▶ **Exercise directions**
The word "down" occurs in some of the lines below; copy each of those lines.

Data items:
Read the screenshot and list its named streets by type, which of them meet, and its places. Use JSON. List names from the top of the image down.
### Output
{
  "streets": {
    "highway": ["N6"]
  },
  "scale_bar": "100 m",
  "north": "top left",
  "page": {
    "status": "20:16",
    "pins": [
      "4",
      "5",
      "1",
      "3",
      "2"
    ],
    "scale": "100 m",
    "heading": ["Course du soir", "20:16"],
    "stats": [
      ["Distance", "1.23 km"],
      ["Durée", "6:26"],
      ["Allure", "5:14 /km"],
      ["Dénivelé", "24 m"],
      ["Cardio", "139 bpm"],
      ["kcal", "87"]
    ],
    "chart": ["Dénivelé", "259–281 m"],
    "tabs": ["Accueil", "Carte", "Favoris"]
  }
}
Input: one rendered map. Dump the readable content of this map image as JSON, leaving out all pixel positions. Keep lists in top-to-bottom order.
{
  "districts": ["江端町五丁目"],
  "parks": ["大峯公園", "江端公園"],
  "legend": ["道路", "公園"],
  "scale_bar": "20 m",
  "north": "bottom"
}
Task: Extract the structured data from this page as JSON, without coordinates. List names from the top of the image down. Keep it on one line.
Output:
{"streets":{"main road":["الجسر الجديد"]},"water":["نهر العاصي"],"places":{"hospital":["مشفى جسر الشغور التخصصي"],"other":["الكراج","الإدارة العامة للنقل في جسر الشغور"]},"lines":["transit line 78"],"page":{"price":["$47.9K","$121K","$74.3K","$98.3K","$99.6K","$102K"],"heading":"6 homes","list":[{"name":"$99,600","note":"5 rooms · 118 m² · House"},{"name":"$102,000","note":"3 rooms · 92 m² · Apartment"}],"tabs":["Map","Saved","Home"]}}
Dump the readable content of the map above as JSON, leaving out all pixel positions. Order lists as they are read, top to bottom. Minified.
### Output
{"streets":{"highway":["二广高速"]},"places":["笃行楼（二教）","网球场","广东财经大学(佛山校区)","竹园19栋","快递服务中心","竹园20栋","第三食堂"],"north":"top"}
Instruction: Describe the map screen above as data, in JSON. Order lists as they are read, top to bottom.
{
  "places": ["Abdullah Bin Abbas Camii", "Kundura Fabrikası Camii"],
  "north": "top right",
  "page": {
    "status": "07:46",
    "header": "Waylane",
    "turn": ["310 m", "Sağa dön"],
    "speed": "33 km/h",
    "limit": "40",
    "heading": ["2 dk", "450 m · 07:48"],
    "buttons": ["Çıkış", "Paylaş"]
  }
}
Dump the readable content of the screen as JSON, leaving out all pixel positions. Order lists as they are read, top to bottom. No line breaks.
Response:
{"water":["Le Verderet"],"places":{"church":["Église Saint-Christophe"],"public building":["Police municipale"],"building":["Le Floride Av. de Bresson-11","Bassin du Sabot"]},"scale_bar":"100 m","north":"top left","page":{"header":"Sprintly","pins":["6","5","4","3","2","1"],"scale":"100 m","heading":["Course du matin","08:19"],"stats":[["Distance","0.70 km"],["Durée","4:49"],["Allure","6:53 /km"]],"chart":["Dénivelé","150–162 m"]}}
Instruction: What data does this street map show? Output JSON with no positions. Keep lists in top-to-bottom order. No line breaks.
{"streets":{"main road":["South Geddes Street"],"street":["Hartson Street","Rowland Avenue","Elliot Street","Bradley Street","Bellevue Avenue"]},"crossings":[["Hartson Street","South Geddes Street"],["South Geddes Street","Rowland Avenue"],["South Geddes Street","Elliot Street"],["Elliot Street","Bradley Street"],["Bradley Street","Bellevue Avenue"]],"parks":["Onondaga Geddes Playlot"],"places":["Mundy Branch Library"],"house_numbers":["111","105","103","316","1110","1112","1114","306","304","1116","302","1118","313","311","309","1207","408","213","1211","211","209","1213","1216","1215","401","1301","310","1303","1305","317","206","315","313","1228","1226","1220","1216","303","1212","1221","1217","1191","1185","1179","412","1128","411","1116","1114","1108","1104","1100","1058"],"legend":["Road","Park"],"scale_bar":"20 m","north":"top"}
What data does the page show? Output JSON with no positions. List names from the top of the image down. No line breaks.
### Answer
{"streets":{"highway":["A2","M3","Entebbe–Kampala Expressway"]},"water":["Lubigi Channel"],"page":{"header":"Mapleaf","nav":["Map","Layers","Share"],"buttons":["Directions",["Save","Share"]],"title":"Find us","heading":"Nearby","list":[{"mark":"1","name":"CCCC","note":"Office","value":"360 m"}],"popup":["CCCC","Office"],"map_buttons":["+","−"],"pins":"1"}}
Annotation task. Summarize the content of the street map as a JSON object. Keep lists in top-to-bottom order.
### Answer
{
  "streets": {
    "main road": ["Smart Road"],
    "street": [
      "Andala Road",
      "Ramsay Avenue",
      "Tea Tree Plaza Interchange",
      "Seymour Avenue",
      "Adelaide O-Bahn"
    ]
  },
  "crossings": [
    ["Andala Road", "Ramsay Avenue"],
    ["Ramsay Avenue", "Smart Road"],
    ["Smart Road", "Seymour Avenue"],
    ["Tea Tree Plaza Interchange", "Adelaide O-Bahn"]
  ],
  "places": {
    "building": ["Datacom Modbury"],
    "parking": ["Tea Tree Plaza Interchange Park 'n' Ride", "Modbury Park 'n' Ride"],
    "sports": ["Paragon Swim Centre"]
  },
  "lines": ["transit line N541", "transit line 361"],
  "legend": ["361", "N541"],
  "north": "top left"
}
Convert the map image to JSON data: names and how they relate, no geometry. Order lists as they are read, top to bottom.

▶ **Answer for the task**
Read the screenshot and list its named streets by type, which of them meet, and its places. Use JSON. List names from the top of the image down.
Task: Extract the structured data from this page as JSON, without coordinates. List names from the top of the image down. Keep it on one line.
What data does the page show? Output JSON with no positions. List names from the top of the image down. No line breaks.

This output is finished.